Dos momentos únicos. Viernes Santo. Desde las dos de la tarde, una multitud empieza a reunirse en el Campo del Príncipe, en cuyo centro hay un crucifijo de piedra, monumento al Cristo de los Favores. Al final, son varios miles de personas. Se llenan también las calles que desembocan en la plaza. Poco antes de las tres, de la iglesia de Santo Domingo llega la imagen de la Virgen de la Soledad. Junto al Cristo, subido en una pequeña escalera de madera revestida de paño rojo, el párroco de San Cecilio dirige un vía crucis. Al final, el arzobispo dice unas palabras. Y luego todas las palabras sobran. Se hace el silencio. Muchos se ponen de rodillas. Ese silencio, denso y liviano a la vez, del que son incapaces las masas, y que sólo un pueblo libre y consciente sabe hacer. Y a las tres en punto, que dan las campanas de San Cecilio, suena una corneta. Sólo un nota, un quejido apenas, que se deja derramar lenta y largamente sobre el silencio que adora. Al quejido se le agota el aire, y el silencio permanece. Son tres, cuatro minutos. Una eternidad. Cristo ha muerto. Nunca el cielo y la tierra —Dios y nuestro dolor de barro— han estado tan juntos. Y así siguen para siempre ya —Alianza nueva y eterna, sangre derramada por vosotros y por todos los hombres para el perdón de los pecados—, todos los días, hasta el fin del mundo. Por eso, dos mil y algunos años después, acudimos a esta cita. Nos arrodillamos, callamos. Y adoramos en silencio ese Amor que ha ido hasta la muerte para darnos la Vida.

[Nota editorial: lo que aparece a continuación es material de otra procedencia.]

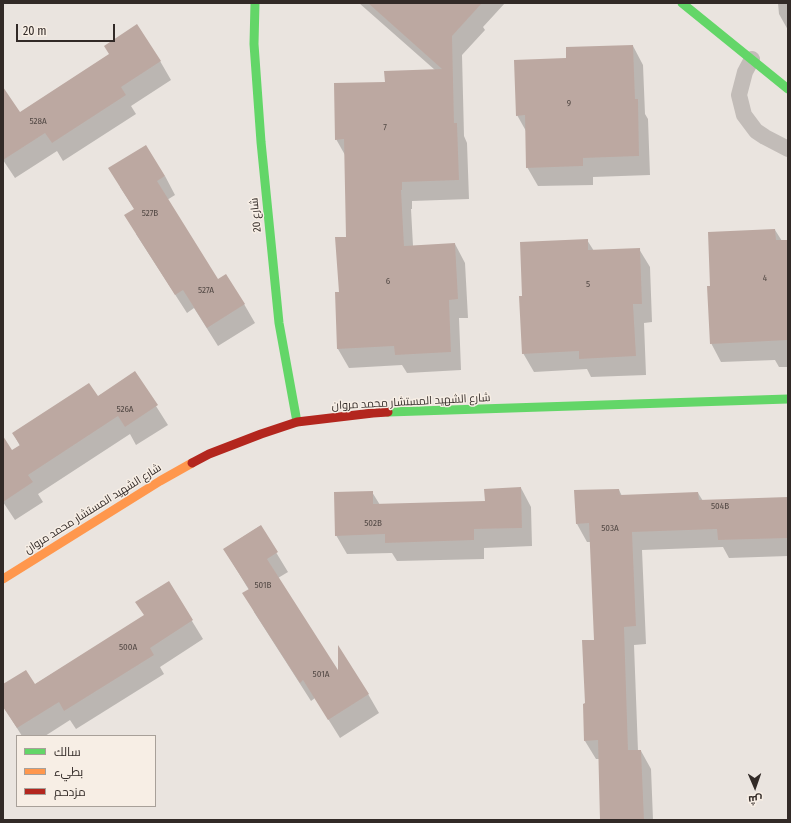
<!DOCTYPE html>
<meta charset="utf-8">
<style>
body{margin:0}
#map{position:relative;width:791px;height:823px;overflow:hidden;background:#eae4df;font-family:"Fira Sans Condensed",Cairo,sans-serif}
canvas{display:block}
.frame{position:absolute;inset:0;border:4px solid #322a27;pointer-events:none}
.legend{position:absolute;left:16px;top:735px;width:140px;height:72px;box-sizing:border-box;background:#f7eee5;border:1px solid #a8a099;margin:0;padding:5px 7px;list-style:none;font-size:12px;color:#322a27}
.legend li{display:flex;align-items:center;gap:8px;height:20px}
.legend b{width:20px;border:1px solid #a8a099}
.north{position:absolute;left:735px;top:767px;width:40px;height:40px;-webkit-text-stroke:3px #f7eee5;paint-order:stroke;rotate:178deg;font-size:11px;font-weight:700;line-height:16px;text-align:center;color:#322a27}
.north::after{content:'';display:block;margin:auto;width:14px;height:18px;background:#322a27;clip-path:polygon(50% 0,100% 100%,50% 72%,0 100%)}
.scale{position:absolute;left:16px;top:24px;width:99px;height:18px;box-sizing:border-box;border:2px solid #322a27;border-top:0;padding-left:5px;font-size:12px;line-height:14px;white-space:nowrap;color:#322a27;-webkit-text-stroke:3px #f7eee5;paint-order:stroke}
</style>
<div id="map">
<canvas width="791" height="823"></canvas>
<div class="frame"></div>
<ul class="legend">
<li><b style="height:5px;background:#63d668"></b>سالك</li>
<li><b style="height:5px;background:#ff974d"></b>بطيء</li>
<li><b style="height:5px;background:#b3261e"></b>مزدحم</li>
</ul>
<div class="north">ش</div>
<div class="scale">20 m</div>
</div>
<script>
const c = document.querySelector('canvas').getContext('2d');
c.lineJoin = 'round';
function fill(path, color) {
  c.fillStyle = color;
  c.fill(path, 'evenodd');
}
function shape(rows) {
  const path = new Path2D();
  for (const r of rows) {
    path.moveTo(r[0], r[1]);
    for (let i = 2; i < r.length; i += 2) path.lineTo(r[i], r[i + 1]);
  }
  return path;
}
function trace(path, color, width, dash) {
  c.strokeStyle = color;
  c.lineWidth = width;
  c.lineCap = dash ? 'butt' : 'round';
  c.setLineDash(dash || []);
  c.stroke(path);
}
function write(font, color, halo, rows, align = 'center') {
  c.font = font + ' "Fira Sans Condensed",Cairo,sans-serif';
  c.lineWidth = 3;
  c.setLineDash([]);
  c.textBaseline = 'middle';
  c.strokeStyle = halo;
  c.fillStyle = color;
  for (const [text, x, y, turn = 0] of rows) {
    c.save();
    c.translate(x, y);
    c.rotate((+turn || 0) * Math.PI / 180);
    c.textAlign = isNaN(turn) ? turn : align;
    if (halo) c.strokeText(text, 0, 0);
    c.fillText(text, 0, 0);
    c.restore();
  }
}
fill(shape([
 [359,3,505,3,483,27,485,30,462,55,464,136,467,143,469,199,412,201,412,209,411,209,413,246,455,244,465,263,468,318,459,318,461,370,407,373,402,365,349,368,338,349,340,293,347,238,345,155,336,139,386,83,435,70],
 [778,3,788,3,788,43,788,30,779,14],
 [633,46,643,65,645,114,648,119,650,175,593,177,593,185,538,186,527,167,526,131,517,115,567,59],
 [160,61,171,80,131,106,136,114,63,161,57,151,15,178,3,160,3,110,19,114],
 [165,176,175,195,167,200,218,281,244,304,255,323,218,346,194,308,187,313,136,234,135,210,120,187],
 [775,230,782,241,788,241,788,367,779,367,775,360,721,362,711,343],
 [587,240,594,251,639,249,650,267,652,322,644,323,646,375,591,377,587,369,534,372,523,353,523,297],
 [135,373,168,425,136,445,130,434,38,494,43,502,15,520,3,502,3,457,20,446,13,433,97,397],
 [521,488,531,507,532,546,484,548,484,559,397,561,392,553,347,554,336,535,372,492,380,505,486,502],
 [619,490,622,496,698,493,703,501,788,498,788,556,729,558,723,547,642,550,646,644,634,645,638,751,641,751,651,769,653,820,601,820,600,759,596,759,585,741,586,704,595,641,591,542,587,542,577,524,575,491],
 [260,526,288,572,278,578,339,674,368,694,379,713,340,738,315,698,311,701,254,612,249,590,224,549],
 [168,582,203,639,160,667,164,674,76,729,70,720,45,736,22,736,3,706,3,685,34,685,145,616]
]), '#0003');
fill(shape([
 [368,3,482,3,452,36,454,123,457,123,459,180,402,182,402,190,401,190,404,246,455,243,458,299,449,300,451,352,395,355,394,346,337,349,335,292,339,292,335,237,346,237,344,139,335,140,334,83,385,82,384,71,442,69],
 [137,24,161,61,121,87,126,95,52,143,45,133,3,160,3,87,20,112,109,54,104,46],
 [633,45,635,99,638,99,639,156,583,158,583,166,526,168,525,115,516,116,514,60,566,58,566,47],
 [146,145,165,176,157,181,218,279,226,274,245,304,207,328,183,290,175,295,124,215,134,209,108,168],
 [775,229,776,240,788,240,788,340,710,344,707,286,710,286,708,232],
 [588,239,588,250,640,248,642,304,633,304,636,356,579,359,579,351,522,354,519,296,522,296,520,242],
 [135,371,158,405,125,427,118,416,28,475,33,482,3,502,3,436,12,450,20,445,12,433,89,383,98,396],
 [521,487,522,528,474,529,474,540,385,543,385,534,335,536,334,492,373,491,373,504,485,501,484,489],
 [619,489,620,495,698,492,699,500,788,497,788,538,718,540,717,529,632,532,636,626,624,627,628,750,641,750,644,820,600,820,598,740,584,741,583,704,585,703,582,640,594,640,589,523,576,524,574,490],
 [261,525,278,552,267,559,338,670,338,645,369,694,328,720,303,680,300,683,242,593,249,589,223,549],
 [169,581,193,620,150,648,154,655,64,711,59,702,17,728,3,707,3,684,26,670,35,684,144,615,135,602]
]), '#bca8a1');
trace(shape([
 [752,59,745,72,739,95,744,115,756,131,765,137,788,149]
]), '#c2bcb8', 16);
trace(shape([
 [255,3,254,44,261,142,279,323,297,422],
 [682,3,788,89],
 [388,412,788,399]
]), '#63d668', 9);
trace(shape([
 [3,579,160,481,192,463]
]), '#ff974d', 9);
trace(shape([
 [192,463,209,454,261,434,297,422,373,413,388,412]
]), '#b3261e', 9);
write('9px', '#544a46', null, [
 ["9",569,103],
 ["528A",38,121],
 ["7",385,127],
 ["527B",150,213],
 ["4",765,278],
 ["6",388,281],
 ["5",588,284],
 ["527A",206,290],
 ["526A",125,409],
 ["504B",720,506],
 ["502B",373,523],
 ["503A",610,528],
 ["501B",263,585],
 ["500A",128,647],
 ["501A",321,674]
]);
write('11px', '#322a27', '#f7eee5', [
 ["شارع 20",256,215,-96],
 ["شارع الشهيد المستشار محمد مروان",411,402,-3],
 ["شارع الشهيد المستشار محمد مروان",93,509,-32]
]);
</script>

La mañana de Pascua es otra cosa. Haga el tiempo que haga, tiene el frescor de la creación recién inaugurada. Nunca en la historia ha sucedido nada semejante. Por eso, en la Vigilia Pascual, se lee, antes que nada, el relato de la creación. Y es que sólo a la creación puede en verdad compararse la resurrección de Cristo. Todo empieza de nuevo. Todas las barreras —siempre invento del que separa, del enemigo, del diablo— se vienen abajo junto a Cristo triunfador. «Ya no hay judío ni griego, ni esclavo ni libre, ni hombre ni mujer, porque todos vosotros sois uno en Cristo Jesús». ¡El mundo tiene un nuevo comienzo! ¡Hay —habrá ya siempre— una nueva oportunidad para todos! ¡Una vida nueva empieza, la plenitud es de nuevo posible! La muerte ha sido absorbida en la victoria. Y la catedral de Granada, la mañana de Pascua, se llena, literalmente, de familias y de niños. Un pequeño ejército de niños lleva a hombros, en un pequeño trono, un Niño Jesús resucitado, que a su vez lleva en sus hombros una cruz, como si jugase con ella. Se les conoce como los facundillos. La mayoría de ellos traen una campanilla en la mano, de metal o de barro. Y la catedral se une gozosa al bullicio y a las campanillas de los niños, como si ella misma fuese niña, como si también ella, al igual que la Historia redimida, acabase de nacer.